Um dia na vida (Brasil, 2010), novo trabalho de Eduardo Coutinho, quase não pode ser chamado de filme. É pouco menos do que experimento, algo mais do que provocação. Como de praxe na obra do documentarista, seu método foi revelado no início do longa. Só que, desta vez, as regras também valem para a exibição.

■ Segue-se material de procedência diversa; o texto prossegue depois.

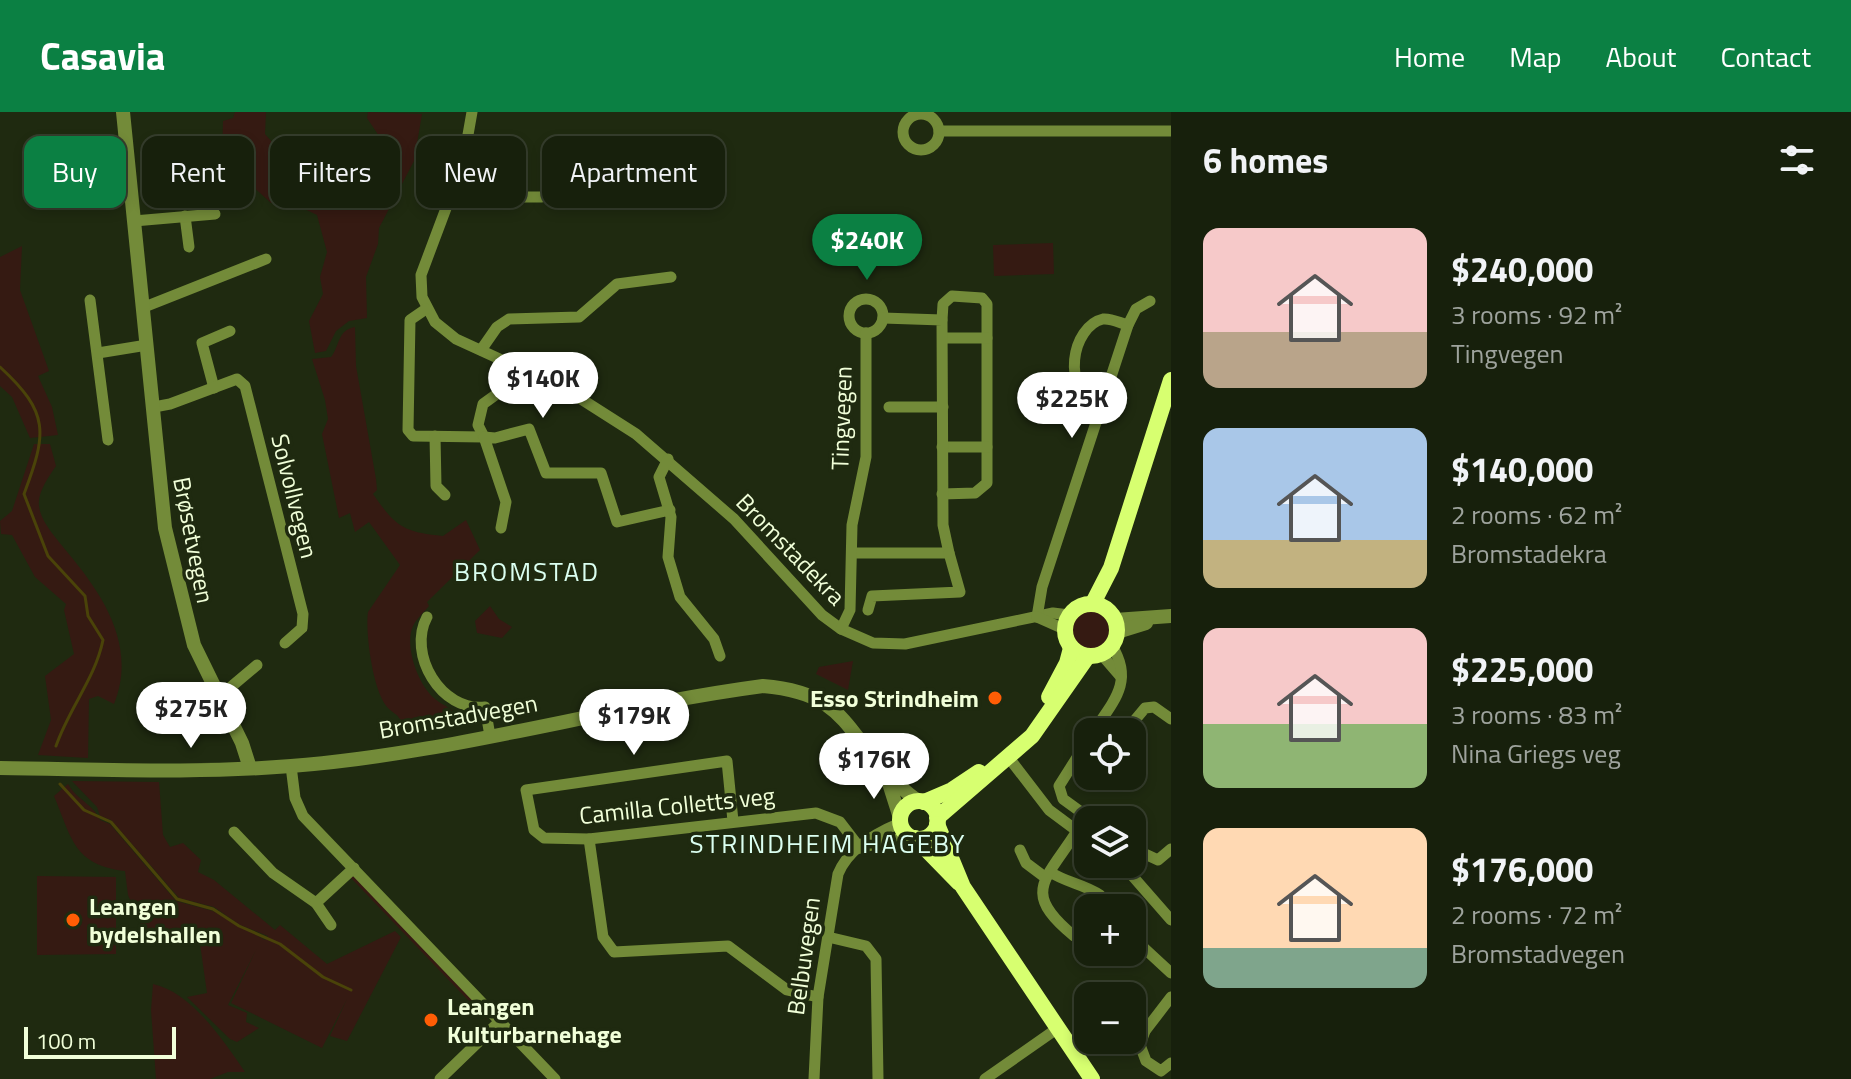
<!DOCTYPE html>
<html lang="en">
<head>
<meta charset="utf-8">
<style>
	body { margin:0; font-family:"Titillium Web",sans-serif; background:#242d1a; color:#f1f3f6; height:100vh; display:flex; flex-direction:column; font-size:30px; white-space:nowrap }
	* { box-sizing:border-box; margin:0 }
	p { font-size:26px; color:#9ea39d }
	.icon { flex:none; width:44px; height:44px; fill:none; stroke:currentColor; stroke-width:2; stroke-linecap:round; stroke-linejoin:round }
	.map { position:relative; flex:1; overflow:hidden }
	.side { display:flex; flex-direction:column; background:#17200c; width:680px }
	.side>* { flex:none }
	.banner { position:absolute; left:24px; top:24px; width:760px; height:72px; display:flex; gap:16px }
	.buttons { position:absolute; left:1074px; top:606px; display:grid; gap:16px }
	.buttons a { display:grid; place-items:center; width:72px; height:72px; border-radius:16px; background:#17200c; box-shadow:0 4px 12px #0003,0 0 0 2px #363e2d; font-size:40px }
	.scale { position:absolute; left:24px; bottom:20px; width:152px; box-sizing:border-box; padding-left:8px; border:4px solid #f1ffd9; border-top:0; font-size:22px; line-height:28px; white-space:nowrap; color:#f1ffd9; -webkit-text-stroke:6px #1f2a10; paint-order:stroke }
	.price { position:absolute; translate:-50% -68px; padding:0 18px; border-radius:28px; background:#fff; color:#222; font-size:26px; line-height:52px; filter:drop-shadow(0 2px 4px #0008) }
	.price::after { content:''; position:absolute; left:50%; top:48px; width:24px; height:18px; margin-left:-12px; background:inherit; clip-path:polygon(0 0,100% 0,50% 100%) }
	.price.current { background:#0b8043; color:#fff }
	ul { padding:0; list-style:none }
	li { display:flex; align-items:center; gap:24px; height:200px; padding:0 32px }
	li span { display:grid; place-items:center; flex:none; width:224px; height:160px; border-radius:16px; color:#555 }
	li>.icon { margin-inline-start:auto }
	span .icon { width:96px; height:96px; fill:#fffc; stroke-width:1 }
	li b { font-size:34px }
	h2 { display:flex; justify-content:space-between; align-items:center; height:96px; padding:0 32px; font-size:34px }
	.tag { padding:0 28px; border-radius:16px; background:#17200c; box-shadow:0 4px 12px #0003,0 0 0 2px #363e2d; font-size:28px; line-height:72px }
	.tag.current { background:#0b8043; color:#fff }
	header { display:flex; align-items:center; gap:48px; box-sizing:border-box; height:112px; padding:0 40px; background:#0b8043; color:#fff }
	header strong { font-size:38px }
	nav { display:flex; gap:44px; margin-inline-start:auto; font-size:28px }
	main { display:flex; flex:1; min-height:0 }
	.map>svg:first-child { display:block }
</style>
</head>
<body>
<header>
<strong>Casavia</strong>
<nav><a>Home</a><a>Map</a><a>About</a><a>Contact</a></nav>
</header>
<main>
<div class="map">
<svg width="1171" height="967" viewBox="0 0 1171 967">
	<rect width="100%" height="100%" fill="#1f2a10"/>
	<!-- green -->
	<g fill="#351a12">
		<path d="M235,0H266L265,22C284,44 299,59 326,68L338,60L353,67L391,42L367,6L368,0L422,2L414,49L379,116L378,132L366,165L367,206L349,209L336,219L326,239L315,241L309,209L323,182L320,165L327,140L317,103L290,90L271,91L247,69L237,51L222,48L223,9L233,6Z"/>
		<path d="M1053,131L1054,162L994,164L993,133Z"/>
		<path d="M22,134L20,178L49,259L38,264L52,295L58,323L30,326L12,285L0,274V145Z"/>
		<path d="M355,215L356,254L376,367L377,378L373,382C396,415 403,420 443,424L466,408L480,438L427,490L429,494C424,500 416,507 413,514C404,534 418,572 434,586C445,596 455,595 461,611L402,623L396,617L401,609C397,601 394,602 389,597C373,583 365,520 368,500L400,453L369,410L355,420L350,401L339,406L322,322L328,307L325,288L312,247L331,245C340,234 337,218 355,215Z"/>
		<path d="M34,332H50L56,354C49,364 37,381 39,394C41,411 58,428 68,441C104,484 137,535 114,592L98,584L89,587L88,646L38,643L51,608L45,564L74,542L64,498L66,492L35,465L12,423L1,422L0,409L12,399Z"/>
		<path d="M490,494L499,507L512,515L502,526L477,521L475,509Z"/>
		<circle cx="1090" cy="518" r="19"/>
		<path d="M853,549L848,578L816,562L819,555Z"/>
		<path d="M72,669L159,670L163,723L170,735L183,731L201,748L198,760L214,768L275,818L280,813L327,852L395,819L401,825L347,929L330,924L347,887L322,936L231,891L257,836L228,893L247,901L246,910L259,916L237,930L230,927L187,885L207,881L199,825L146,824L128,783L125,759C74,753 72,727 54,684L68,672C77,688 93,692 100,708L110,712L176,789L213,799L265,828L268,824L240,813L214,795L179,786L111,708L100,704L97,695Z"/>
		<path d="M37,764L116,765V842L37,843Z"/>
		<path d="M349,764L355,765L485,900L487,908Z"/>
		<path d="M153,872C191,880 224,929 245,960H228L210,967H156L151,898Z"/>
	</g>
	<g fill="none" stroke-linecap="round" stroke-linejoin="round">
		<!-- stream -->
		<g stroke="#4a4309" stroke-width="3">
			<path d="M0,255C50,301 47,321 24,382L48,444L85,484L88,504L103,528C95,567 69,596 56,634"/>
			<path d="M60,672L84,698L111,710L177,787L213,797L239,814L280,832L323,865L351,878"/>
		</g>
		<!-- minor -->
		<g stroke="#738b39" stroke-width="11">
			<path d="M472,0L463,51L421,163L422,185L435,210L456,227L567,278L636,322L734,407L822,503L841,517L873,531L905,532L1053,501L1069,503"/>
			<circle cx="921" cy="20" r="18"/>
			<path d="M939,19H1171"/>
			<path d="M451,81L467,85H541L600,63L670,64"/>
			<path d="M185,104L189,135"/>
			<path d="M134,109L215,102"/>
			<circle cx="866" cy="204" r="17"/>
			<path d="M90,188L108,328"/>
			<path d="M142,196L266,147"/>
			<path d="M426,197L410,208L408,318L413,324L484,325"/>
			<path d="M942,208L943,192L952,184L982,186L987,192V371L975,381L942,382"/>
			<path d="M944,226H987"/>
			<path d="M481,238L497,215L509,207L579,205L617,172L671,165"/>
			<path d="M98,241L147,233"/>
			<path d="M214,276L202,231L230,219"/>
			<path d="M154,295L170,292L237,267L245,274L303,502L302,516L285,531"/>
			<path d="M889,295H943"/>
			<path d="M1101,295C1059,279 1072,214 1103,207C1111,206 1120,211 1128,213"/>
			<path d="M435,324L436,374L445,383"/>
			<path d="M484,325L478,313L483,292L508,274L519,256"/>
			<path d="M942,335H987"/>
			<path d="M668,347L659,365L671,405L668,445L680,485L714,527L720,544"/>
			<path d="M501,416L506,390L484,325L495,326L529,317L546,361H601L617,410L670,398"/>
			<path d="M852,441H949L943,413L942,208L883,206"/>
			<path d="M868,498L872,484L960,480L949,441"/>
			<path d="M427,505C407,542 441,600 485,595L490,624"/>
			<path d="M1037,505L1042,475L1128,213L1136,197L1150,189"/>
			<path d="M1037,505L1064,517"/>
			<path d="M841,517L850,498L852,413L866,345V221"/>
			<path d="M1101,542L1120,564"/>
			<path d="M219,585L257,553"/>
			<path d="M1093,620C1114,589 1134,569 1112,534"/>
			<path d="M1125,620L1145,596L1154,595L1171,607"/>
			<path d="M1088,628L1059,674L1063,687L1092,708"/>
			<path d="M1009,646L1049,698L1088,727"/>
			<path d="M291,654L295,686L303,704L555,967"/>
			<path d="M733,709L727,649L526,678L534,718L544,726L589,727L816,701L840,710L860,736"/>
			<path d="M234,720L273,761L316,791L354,756"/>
			<path d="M589,727L603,825L614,840L728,834L787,878L818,885"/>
			<path d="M860,736L910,724"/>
			<path d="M1132,736L1158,748L1171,737"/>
			<path d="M1020,738L1026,751L1046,766"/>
			<path d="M1122,752L1171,808"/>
			<path d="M1050,760C1067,771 1084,772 1100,783"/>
			<path d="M316,791L331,813"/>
			<path d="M1074,824C1020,780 1046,768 1077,719"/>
			<path d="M828,825L866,834L876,847L878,967"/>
			<path d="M1144,836L1171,861"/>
			<path d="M1171,885L1145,919L1140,933L1146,949L1161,959L1171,951"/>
			<path d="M1132,909L1145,919"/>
			<path d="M440,967L499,910"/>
			<path d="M814,967L818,885L838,762C848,737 876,721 900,711"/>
			<path d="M985,967L1058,916"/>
		</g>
		<!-- tertiary -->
		<g stroke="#738b39" stroke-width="14">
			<path d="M123,0L165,416L194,533L242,631L250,656"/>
			<path d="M1115,508L1171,504"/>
			<path d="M1117,520L1146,511"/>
			<path d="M0,656C97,657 195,662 291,654C450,642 605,595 763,574C848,581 844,621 895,669C903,677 909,684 919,689"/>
			<path d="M886,662L900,706"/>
		</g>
		<!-- secondary -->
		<g stroke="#d7ff70" stroke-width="16">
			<path d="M1093,491L1111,456L1171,268"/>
			<circle cx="1091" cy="518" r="26"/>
			<path d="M1049,585L1067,551L1071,536"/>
			<circle cx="919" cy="708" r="19"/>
			<path d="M924,690L952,678L979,660"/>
			<path d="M937,706L1032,624L1088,544"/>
			<path d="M937,712L963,775L1092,967"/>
			<path d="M915,726L959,771"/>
		</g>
	</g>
	<!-- markers -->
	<g fill="#ff5d05" stroke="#1f2a10" stroke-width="3">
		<circle cx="995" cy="586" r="8"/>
		<circle cx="73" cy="808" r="8"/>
		<circle cx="431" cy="908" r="8"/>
	</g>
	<g text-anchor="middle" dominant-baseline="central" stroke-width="7" stroke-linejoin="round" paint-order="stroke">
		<!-- street labels -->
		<g font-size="24" fill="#f1ffd9" stroke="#1f2a10">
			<text transform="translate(841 306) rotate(-88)">Tingvegen</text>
			<text transform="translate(295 384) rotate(76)">Solvollvegen</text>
			<text transform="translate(194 428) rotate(79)">Brøsetvegen</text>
			<text transform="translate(791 437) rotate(46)">Bromstadekra</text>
			<text transform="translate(458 604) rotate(-10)">Bromstadvegen</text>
			<text transform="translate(677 693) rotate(-6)">Camilla Colletts veg</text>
			<text transform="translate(803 844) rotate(-82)">Belbuvegen</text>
		</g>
		<!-- poi labels -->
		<g font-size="24" font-weight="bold" fill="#f1ffd9" stroke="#1f2a10" text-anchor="start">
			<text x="979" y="586" text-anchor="end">Esso Strindheim</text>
			<text x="89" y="794">Leangen<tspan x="89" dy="28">bydelshallen</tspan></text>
			<text x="447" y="894">Leangen<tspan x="447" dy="28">Kulturbarnehage</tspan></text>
		</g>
		<!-- neighbourhood labels -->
		<g font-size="26" letter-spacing="2" fill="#dbfff1" stroke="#1f2a10">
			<text x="527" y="459">BROMSTAD</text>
			<text x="828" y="731">STRINDHEIM HAGEBY</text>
		</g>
	</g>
</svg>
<div class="buttons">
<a><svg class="icon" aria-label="locate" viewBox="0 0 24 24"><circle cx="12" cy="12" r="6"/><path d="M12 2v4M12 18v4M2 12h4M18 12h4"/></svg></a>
<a><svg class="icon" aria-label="layers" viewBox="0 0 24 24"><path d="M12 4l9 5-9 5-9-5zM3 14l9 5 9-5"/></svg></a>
<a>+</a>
<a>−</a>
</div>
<div class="scale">100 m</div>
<b class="price current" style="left:867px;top:170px">$240K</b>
<b class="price" style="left:543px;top:308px">$140K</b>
<b class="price" style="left:1072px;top:328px">$225K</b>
<b class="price" style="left:191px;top:638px">$275K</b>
<b class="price" style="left:634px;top:645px">$179K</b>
<b class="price" style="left:874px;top:689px">$176K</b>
<div class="banner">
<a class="tag current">Buy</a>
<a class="tag">Rent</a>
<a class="tag">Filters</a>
<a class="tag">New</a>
<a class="tag">Apartment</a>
</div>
</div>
<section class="side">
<h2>6 homes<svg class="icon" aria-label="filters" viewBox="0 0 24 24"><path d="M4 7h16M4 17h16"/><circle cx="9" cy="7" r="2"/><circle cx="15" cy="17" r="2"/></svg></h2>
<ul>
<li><span style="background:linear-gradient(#f6c9c9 65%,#b9a48a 0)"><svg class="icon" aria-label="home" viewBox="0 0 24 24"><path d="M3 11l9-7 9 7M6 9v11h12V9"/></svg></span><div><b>$240,000</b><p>3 rooms · 92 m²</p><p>Tingvegen</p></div></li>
<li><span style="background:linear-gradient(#a9c7e8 70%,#c2b280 0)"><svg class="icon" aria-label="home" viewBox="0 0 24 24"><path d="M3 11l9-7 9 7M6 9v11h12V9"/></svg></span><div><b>$140,000</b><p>2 rooms · 62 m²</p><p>Bromstadekra</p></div></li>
<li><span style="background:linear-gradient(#f6c9c9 60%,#8fb573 0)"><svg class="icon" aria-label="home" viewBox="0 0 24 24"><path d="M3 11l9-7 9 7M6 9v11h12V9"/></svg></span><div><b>$225,000</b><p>3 rooms · 83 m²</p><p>Nina Griegs veg</p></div></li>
<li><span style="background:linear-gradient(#ffd9b3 75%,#7fa58c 0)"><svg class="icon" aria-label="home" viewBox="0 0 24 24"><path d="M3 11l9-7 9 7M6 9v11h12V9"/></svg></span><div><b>$176,000</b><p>2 rooms · 72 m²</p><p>Bromstadvegen</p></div></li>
</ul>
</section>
</main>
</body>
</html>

Nada a ver com A day in the life, a clássica canção dos Beatles. O que Coutinho batizou de "material gravado como pesquisa para um filme futuro" é resultado de 19 horas de programação da TV aberta, editados em 94 minutos. O recorte foi feito para ser exibido uma única vez, durante a 34ª Mostra Internacional de Cinema de São Paulo. Quem não assistiu, nunca mais.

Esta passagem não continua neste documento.